What you will do —
Nothing in the records may be altered. Repeat them in full.

Given records —
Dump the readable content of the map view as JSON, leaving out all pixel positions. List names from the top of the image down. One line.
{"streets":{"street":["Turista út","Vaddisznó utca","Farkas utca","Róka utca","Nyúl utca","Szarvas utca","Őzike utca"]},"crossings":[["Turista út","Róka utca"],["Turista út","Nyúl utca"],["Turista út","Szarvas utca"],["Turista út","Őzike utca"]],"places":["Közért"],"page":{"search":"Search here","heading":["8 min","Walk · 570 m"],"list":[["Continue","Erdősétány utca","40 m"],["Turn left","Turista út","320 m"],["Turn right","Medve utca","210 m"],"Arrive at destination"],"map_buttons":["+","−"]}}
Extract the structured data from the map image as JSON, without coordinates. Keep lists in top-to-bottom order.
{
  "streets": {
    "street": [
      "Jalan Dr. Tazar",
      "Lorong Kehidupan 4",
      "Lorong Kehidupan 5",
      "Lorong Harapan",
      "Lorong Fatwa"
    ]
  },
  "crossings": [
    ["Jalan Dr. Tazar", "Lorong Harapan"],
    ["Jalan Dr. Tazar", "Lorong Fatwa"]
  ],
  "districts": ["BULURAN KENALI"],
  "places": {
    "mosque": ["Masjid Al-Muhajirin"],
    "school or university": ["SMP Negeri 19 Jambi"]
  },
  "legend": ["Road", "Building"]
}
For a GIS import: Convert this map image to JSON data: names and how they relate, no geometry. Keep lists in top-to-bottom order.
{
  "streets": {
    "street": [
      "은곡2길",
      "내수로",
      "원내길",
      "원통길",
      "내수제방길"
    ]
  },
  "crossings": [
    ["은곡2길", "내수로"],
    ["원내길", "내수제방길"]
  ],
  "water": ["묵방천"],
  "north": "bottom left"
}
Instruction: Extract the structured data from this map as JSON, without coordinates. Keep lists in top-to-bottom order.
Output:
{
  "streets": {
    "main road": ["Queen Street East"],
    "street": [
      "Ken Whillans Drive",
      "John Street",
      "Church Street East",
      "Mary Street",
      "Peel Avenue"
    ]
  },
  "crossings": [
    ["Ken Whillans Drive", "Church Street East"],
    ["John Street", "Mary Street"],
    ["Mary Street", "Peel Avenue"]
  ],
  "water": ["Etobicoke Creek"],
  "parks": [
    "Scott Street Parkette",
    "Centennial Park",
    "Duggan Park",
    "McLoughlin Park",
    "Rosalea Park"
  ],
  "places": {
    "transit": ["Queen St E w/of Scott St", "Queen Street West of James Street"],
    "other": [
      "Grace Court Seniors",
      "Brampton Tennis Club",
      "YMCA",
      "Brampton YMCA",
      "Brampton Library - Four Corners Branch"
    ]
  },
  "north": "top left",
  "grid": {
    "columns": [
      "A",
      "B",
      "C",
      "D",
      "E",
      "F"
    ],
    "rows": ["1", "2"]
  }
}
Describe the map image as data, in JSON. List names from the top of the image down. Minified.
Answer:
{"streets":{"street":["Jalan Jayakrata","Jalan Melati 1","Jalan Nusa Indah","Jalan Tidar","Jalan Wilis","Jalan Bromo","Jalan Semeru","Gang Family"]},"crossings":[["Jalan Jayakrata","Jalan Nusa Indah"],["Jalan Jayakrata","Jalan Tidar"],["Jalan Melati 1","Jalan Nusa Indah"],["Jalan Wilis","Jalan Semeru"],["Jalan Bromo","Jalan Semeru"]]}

Solved exercise —
Dump the readable content of the map view as JSON, leaving out all pixel positions. List names from the top of the image down. One line.
{"streets":{"street":["Turista út","Vaddisznó utca","Farkas utca","Róka utca","Nyúl utca","Szarvas utca","Őzike utca"]},"crossings":[["Turista út","Róka utca"],["Turista út","Nyúl utca"],["Turista út","Szarvas utca"],["Turista út","Őzike utca"]],"places":["Közért"],"page":{"search":"Search here","heading":["8 min","Walk · 570 m"],"list":[["Continue","Erdősétány utca","40 m"],["Turn left","Turista út","320 m"],["Turn right","Medve utca","210 m"],"Arrive at destination"],"map_buttons":["+","−"]}}
Extract the structured data from the map image as JSON, without coordinates. Keep lists in top-to-bottom order.
{
  "streets": {
    "street": [
      "Jalan Dr. Tazar",
      "Lorong Kehidupan 4",
      "Lorong Kehidupan 5",
      "Lorong Harapan",
      "Lorong Fatwa"
    ]
  },
  "crossings": [
    ["Jalan Dr. Tazar", "Lorong Harapan"],
    ["Jalan Dr. Tazar", "Lorong Fatwa"]
  ],
  "districts": ["BULURAN KENALI"],
  "places": {
    "mosque": ["Masjid Al-Muhajirin"],
    "school or university": ["SMP Negeri 19 Jambi"]
  },
  "legend": ["Road", "Building"]
}
For a GIS import: Convert this map image to JSON data: names and how they relate, no geometry. Keep lists in top-to-bottom order.
{
  "streets": {
    "street": [
      "은곡2길",
      "내수로",
      "원내길",
      "원통길",
      "내수제방길"
    ]
  },
  "crossings": [
    ["은곡2길", "내수로"],
    ["원내길", "내수제방길"]
  ],
  "water": ["묵방천"],
  "north": "bottom left"
}
Instruction: Extract the structured data from this map as JSON, without coordinates. Keep lists in top-to-bottom order.
Output:
{
  "streets": {
    "main road": ["Queen Street East"],
    "street": [
      "Ken Whillans Drive",
      "John Street",
      "Church Street East",
      "Mary Street",
      "Peel Avenue"
    ]
  },
  "crossings": [
    ["Ken Whillans Drive", "Church Street East"],
    ["John Street", "Mary Street"],
    ["Mary Street", "Peel Avenue"]
  ],
  "water": ["Etobicoke Creek"],
  "parks": [
    "Scott Street Parkette",
    "Centennial Park",
    "Duggan Park",
    "McLoughlin Park",
    "Rosalea Park"
  ],
  "places": {
    "transit": ["Queen St E w/of Scott St", "Queen Street West of James Street"],
    "other": [
      "Grace Court Seniors",
      "Brampton Tennis Club",
      "YMCA",
      "Brampton YMCA",
      "Brampton Library - Four Corners Branch"
    ]
  },
  "north": "top left",
  "grid": {
    "columns": [
      "A",
      "B",
      "C",
      "D",
      "E",
      "F"
    ],
    "rows": ["1", "2"]
  }
}
Describe the map image as data, in JSON. List names from the top of the image down. Minified.
Answer:
{"streets":{"street":["Jalan Jayakrata","Jalan Melati 1","Jalan Nusa Indah","Jalan Tidar","Jalan Wilis","Jalan Bromo","Jalan Semeru","Gang Family"]},"crossings":[["Jalan Jayakrata","Jalan Nusa Indah"],["Jalan Jayakrata","Jalan Tidar"],["Jalan Melati 1","Jalan Nusa Indah"],["Jalan Wilis","Jalan Semeru"],["Jalan Bromo","Jalan Semeru"]]}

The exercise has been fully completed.